動脈血液ガス分析で、動脈血酸素分圧(PaO2)が60Torr(mmHg)以下、すなわち低酸素血症を示すとき、呼吸不全と判断されます。
呼吸不全とは、血液中のガス(酸素、二酸化炭素)の分圧が異常になり、生体が正常な機能を営めない状態をいいます。
動脈血液ガス分析で、動脈血酸素分圧(PaO2)が60Torr(mmHg)以下、すなわち低酸素血症を示すとき、呼吸不全と判断されます。
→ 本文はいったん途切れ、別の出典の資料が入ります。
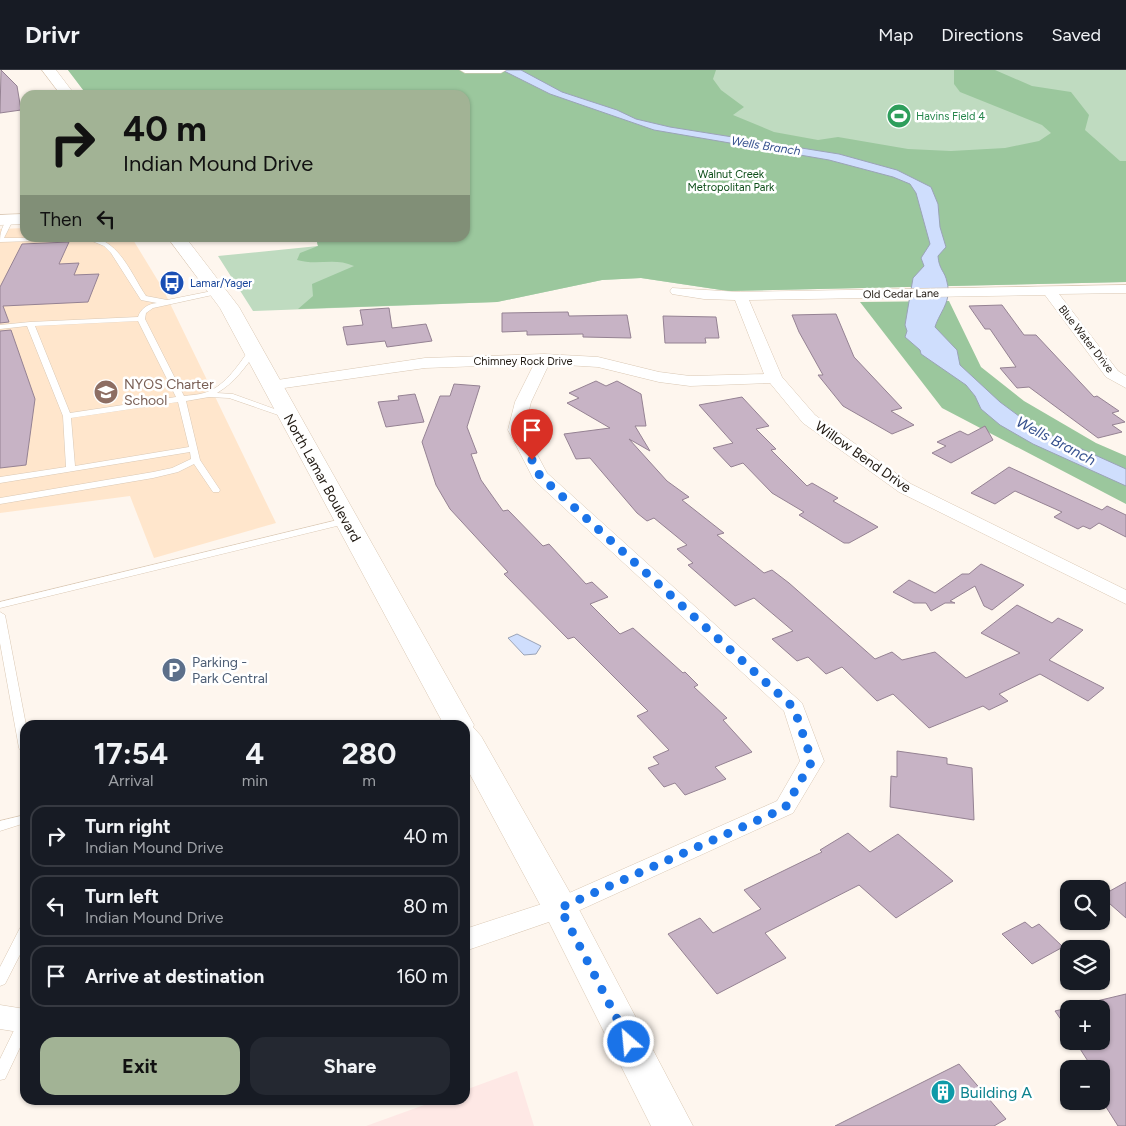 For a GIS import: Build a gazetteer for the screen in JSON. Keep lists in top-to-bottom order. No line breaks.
{"streets":{"main road":["North Lamar Boulevard"],"street":["Old Cedar Lane","Blue Water Drive","Chimney Rock Drive","Willow Bend Drive"]},"crossings":[["Old Cedar Lane","Blue Water Drive"],["Old Cedar Lane","Willow Bend Drive"],["Chimney Rock Drive","Willow Bend Drive"],["Chimney Rock Drive","North Lamar Boulevard"]],"water":["Wells Branch"],"parks":["Walnut Creek Metropolitan Park"],"places":{"sports":["Havins Field 4"],"bus stop":["Lamar/Yager"],"school or university":["NYOS Charter School"],"parking":["Parking - Park Central"],"building":["Building A"]},"page":{"header":"Drivr","nav":["Map","Directions","Saved"],"turn":["40 m","Indian Mound Drive"],"then":"Then","eta":["17:54","Arrival","4","min","280","m"],"list":[{"name":"Turn right","note":"Indian Mound Drive","value":"40 m"},{"name":"Turn left","note":"Indian Mound Drive","value":"80 m"},{"name":"Arrive at destination","value":"160 m"}],"map_buttons":["+","−"],"buttons":["Exit","Share"]}}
臨床経過により、急性呼吸不全と慢性呼吸不全に分類されます。
急性呼吸不全は、数時間から1ヶ月未満で経過します。主な原因疾患は、肺炎などの感染症や外傷、術後性無気肺、心原性肺水腫などがあります。
慢性呼吸不全は、呼吸不全の状態が1ヶ月以上持続するものです。主な原因疾患は、COPDや間質性肺炎などがあります。感染症や心不全の合併などにより、急性増悪をきたすことがあります。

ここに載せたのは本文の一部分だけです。